ABOUT CRAWFISH

So how did the lowly crawfish gain such prominence in our culture? Well, actually, Native Americans in the area were the first credited with harvesting and consuming crawfish even before the Cajuns arrived on the scene. They used to bait reeds with venison (deer meat), stick them in the water, and periodically pick up the reeds with crawfish attached to the bait. By using this method, the Native Americans would catch bushels of crawfish for their consumption. By the 1930s nets were substituted, and by the 1950s the now ubiquitous crawfish trap was widely used. The trap is still the current method of harvesting mudbugs.

Mrs. Charles Hebert is credited with being the first to put crawfish on a menu in the early 1920s. By the 1930s, crawfish were seen as a good source of protein, especially for poor Cajuns, though it actually took some convincing to get the locals to eat them.
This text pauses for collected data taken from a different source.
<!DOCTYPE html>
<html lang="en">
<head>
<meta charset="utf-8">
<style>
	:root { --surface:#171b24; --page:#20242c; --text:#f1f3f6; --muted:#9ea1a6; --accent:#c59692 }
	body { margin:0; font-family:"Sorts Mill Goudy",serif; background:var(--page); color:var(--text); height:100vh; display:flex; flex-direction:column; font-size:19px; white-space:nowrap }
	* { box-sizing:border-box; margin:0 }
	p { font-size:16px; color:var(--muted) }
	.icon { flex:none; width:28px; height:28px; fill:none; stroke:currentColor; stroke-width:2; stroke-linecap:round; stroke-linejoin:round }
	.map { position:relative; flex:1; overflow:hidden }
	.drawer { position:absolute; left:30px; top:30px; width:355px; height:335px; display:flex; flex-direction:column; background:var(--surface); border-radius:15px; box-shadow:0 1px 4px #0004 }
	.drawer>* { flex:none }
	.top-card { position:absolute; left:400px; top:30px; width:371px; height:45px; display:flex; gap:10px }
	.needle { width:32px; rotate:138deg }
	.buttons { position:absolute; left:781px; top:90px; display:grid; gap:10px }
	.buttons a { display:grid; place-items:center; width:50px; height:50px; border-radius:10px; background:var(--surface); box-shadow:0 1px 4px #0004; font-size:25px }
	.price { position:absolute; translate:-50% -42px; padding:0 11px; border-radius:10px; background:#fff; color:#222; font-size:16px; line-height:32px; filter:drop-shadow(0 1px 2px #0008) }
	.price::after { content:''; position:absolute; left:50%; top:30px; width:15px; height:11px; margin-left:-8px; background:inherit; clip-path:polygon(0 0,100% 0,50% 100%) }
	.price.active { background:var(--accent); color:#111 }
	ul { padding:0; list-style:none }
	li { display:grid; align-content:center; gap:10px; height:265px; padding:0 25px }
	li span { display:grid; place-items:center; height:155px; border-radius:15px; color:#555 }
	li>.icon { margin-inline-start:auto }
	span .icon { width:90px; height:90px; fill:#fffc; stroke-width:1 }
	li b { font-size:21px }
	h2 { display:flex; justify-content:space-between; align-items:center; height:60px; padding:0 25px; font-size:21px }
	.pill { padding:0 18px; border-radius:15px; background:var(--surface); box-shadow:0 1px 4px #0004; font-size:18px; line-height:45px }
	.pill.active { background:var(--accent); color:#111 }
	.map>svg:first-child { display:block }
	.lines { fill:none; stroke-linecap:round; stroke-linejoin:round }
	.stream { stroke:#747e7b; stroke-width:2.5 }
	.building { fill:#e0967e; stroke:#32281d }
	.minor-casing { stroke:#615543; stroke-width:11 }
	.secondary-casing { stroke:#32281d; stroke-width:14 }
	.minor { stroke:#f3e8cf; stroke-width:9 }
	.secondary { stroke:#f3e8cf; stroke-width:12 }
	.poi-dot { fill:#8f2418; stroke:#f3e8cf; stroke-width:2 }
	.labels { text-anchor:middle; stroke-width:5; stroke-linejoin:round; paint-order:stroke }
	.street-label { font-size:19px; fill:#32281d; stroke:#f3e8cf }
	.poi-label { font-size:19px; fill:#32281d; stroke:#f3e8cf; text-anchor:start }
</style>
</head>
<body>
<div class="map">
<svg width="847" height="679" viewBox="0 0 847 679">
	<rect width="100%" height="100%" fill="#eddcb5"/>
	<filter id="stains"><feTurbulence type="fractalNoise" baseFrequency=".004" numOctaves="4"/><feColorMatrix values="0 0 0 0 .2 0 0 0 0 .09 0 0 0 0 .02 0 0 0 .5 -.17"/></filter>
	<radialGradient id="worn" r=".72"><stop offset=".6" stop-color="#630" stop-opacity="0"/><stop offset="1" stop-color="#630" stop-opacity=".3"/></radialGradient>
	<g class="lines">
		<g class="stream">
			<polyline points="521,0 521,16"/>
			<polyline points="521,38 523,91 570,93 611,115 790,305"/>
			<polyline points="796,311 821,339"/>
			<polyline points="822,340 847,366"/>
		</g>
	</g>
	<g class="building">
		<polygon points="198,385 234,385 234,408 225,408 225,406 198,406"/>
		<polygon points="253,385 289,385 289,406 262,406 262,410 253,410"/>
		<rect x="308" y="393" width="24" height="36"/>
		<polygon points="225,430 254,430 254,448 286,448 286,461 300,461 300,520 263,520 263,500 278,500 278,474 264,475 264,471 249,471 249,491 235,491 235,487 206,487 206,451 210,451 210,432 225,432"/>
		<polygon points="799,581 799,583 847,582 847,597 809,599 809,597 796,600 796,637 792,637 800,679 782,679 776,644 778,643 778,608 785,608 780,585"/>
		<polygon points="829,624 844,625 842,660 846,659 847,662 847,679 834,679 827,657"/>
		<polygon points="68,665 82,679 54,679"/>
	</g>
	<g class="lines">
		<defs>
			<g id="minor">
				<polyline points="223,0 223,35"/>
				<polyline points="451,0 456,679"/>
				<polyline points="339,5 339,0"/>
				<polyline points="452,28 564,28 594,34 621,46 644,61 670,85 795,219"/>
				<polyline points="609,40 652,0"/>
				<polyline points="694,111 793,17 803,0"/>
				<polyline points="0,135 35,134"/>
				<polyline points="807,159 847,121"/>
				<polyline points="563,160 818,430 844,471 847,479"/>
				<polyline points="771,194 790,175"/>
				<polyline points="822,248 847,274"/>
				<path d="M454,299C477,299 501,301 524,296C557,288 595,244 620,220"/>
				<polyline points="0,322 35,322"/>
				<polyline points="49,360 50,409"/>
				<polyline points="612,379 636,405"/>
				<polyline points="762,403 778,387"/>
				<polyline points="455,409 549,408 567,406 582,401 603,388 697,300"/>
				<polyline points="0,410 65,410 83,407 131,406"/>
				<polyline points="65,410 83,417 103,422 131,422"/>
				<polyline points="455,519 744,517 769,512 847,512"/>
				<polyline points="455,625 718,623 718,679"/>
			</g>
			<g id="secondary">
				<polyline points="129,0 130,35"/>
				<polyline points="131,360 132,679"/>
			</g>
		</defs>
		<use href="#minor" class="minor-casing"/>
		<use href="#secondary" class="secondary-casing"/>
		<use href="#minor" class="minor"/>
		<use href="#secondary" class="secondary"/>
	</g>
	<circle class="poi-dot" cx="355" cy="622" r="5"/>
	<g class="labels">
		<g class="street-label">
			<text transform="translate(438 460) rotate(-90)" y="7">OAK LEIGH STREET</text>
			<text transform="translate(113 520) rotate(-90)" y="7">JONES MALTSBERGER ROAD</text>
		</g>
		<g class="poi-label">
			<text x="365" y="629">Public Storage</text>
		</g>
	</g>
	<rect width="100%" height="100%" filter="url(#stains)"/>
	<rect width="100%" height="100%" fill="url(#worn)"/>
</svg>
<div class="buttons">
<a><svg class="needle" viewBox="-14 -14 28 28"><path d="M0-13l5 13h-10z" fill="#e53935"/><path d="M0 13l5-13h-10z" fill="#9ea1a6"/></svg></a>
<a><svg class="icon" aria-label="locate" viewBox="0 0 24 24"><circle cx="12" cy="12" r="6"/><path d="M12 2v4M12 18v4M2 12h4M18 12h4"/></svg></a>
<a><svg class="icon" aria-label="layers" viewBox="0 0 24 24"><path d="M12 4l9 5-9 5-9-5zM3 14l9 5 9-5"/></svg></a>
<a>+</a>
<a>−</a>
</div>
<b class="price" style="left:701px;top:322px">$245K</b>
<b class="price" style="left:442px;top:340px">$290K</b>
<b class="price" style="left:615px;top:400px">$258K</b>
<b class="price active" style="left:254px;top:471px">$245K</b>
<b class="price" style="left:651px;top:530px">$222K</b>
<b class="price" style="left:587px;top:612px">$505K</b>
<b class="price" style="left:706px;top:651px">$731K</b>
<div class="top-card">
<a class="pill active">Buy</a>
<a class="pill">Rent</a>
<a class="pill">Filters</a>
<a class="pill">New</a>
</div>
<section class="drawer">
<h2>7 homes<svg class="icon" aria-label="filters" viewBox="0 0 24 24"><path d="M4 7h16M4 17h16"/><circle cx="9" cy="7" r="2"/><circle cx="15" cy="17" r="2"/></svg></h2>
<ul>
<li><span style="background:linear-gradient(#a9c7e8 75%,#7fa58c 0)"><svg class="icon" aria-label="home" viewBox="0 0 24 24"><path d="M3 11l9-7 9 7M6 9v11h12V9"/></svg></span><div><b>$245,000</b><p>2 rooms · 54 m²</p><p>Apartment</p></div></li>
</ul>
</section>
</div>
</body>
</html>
Crawfish étouffée made its debut in the 1950s, and now is the quintessential Cajun dish. Étouffée is prepared in as many ways as there are Cajun cooks living in our area one an original.

Today, more than 1,600 farmers produce crawfish, utilizing over 111,000 acres of man-made ponds. Louisiana is the largest producer of crawfish in the world. St. Martin Parish, Breaux Bridge’s home, produces the most crawfish in the state and has the most crawfish acreage in the eight-parish area known as Acadiana. Crawfish is now a multimillion-dollar industry. All of this is from a relatively insignificant crustacean.